(Collected data)
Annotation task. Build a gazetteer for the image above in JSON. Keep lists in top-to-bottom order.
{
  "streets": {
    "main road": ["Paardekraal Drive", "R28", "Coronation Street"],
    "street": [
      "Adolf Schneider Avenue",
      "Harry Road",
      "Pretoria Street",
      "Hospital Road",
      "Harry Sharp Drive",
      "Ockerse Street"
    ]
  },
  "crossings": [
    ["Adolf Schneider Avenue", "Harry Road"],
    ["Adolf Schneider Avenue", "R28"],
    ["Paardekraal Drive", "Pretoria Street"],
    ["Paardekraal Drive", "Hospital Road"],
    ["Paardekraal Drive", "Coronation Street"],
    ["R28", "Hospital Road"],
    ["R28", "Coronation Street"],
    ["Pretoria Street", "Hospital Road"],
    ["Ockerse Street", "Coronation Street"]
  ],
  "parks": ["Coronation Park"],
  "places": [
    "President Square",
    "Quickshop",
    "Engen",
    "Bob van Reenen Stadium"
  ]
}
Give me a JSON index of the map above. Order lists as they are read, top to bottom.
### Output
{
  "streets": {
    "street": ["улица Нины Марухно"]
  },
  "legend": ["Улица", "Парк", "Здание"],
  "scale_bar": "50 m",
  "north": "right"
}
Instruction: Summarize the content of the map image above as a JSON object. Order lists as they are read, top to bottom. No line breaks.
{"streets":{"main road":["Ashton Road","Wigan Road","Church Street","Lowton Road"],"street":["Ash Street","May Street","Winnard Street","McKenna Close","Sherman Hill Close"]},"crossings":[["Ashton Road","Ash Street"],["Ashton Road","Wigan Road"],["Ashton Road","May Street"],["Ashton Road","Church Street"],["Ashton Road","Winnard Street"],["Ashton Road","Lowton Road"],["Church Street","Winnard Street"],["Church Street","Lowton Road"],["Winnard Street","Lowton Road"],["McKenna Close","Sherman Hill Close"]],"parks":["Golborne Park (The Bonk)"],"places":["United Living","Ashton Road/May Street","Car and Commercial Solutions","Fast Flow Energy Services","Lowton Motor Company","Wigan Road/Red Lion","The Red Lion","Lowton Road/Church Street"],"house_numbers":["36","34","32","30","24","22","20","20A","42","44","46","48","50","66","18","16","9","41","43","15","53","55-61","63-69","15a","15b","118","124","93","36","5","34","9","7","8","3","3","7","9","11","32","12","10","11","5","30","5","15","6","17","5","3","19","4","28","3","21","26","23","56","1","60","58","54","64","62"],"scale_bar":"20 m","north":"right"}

Required work:
The records above are to be restated word for word.

Finished exercise:
Annotation task. Build a gazetteer for the image above in JSON. Keep lists in top-to-bottom order.
{
  "streets": {
    "main road": ["Paardekraal Drive", "R28", "Coronation Street"],
    "street": [
      "Adolf Schneider Avenue",
      "Harry Road",
      "Pretoria Street",
      "Hospital Road",
      "Harry Sharp Drive",
      "Ockerse Street"
    ]
  },
  "crossings": [
    ["Adolf Schneider Avenue", "Harry Road"],
    ["Adolf Schneider Avenue", "R28"],
    ["Paardekraal Drive", "Pretoria Street"],
    ["Paardekraal Drive", "Hospital Road"],
    ["Paardekraal Drive", "Coronation Street"],
    ["R28", "Hospital Road"],
    ["R28", "Coronation Street"],
    ["Pretoria Street", "Hospital Road"],
    ["Ockerse Street", "Coronation Street"]
  ],
  "parks": ["Coronation Park"],
  "places": [
    "President Square",
    "Quickshop",
    "Engen",
    "Bob van Reenen Stadium"
  ]
}
Give me a JSON index of the map above. Order lists as they are read, top to bottom.
### Output
{
  "streets": {
    "street": ["улица Нины Марухно"]
  },
  "legend": ["Улица", "Парк", "Здание"],
  "scale_bar": "50 m",
  "north": "right"
}
Instruction: Summarize the content of the map image above as a JSON object. Order lists as they are read, top to bottom. No line breaks.
{"streets":{"main road":["Ashton Road","Wigan Road","Church Street","Lowton Road"],"street":["Ash Street","May Street","Winnard Street","McKenna Close","Sherman Hill Close"]},"crossings":[["Ashton Road","Ash Street"],["Ashton Road","Wigan Road"],["Ashton Road","May Street"],["Ashton Road","Church Street"],["Ashton Road","Winnard Street"],["Ashton Road","Lowton Road"],["Church Street","Winnard Street"],["Church Street","Lowton Road"],["Winnard Street","Lowton Road"],["McKenna Close","Sherman Hill Close"]],"parks":["Golborne Park (The Bonk)"],"places":["United Living","Ashton Road/May Street","Car and Commercial Solutions","Fast Flow Energy Services","Lowton Motor Company","Wigan Road/Red Lion","The Red Lion","Lowton Road/Church Street"],"house_numbers":["36","34","32","30","24","22","20","20A","42","44","46","48","50","66","18","16","9","41","43","15","53","55-61","63-69","15a","15b","118","124","93","36","5","34","9","7","8","3","3","7","9","11","32","12","10","11","5","30","5","15","6","17","5","3","19","4","28","3","21","26","23","56","1","60","58","54","64","62"],"scale_bar":"20 m","north":"right"}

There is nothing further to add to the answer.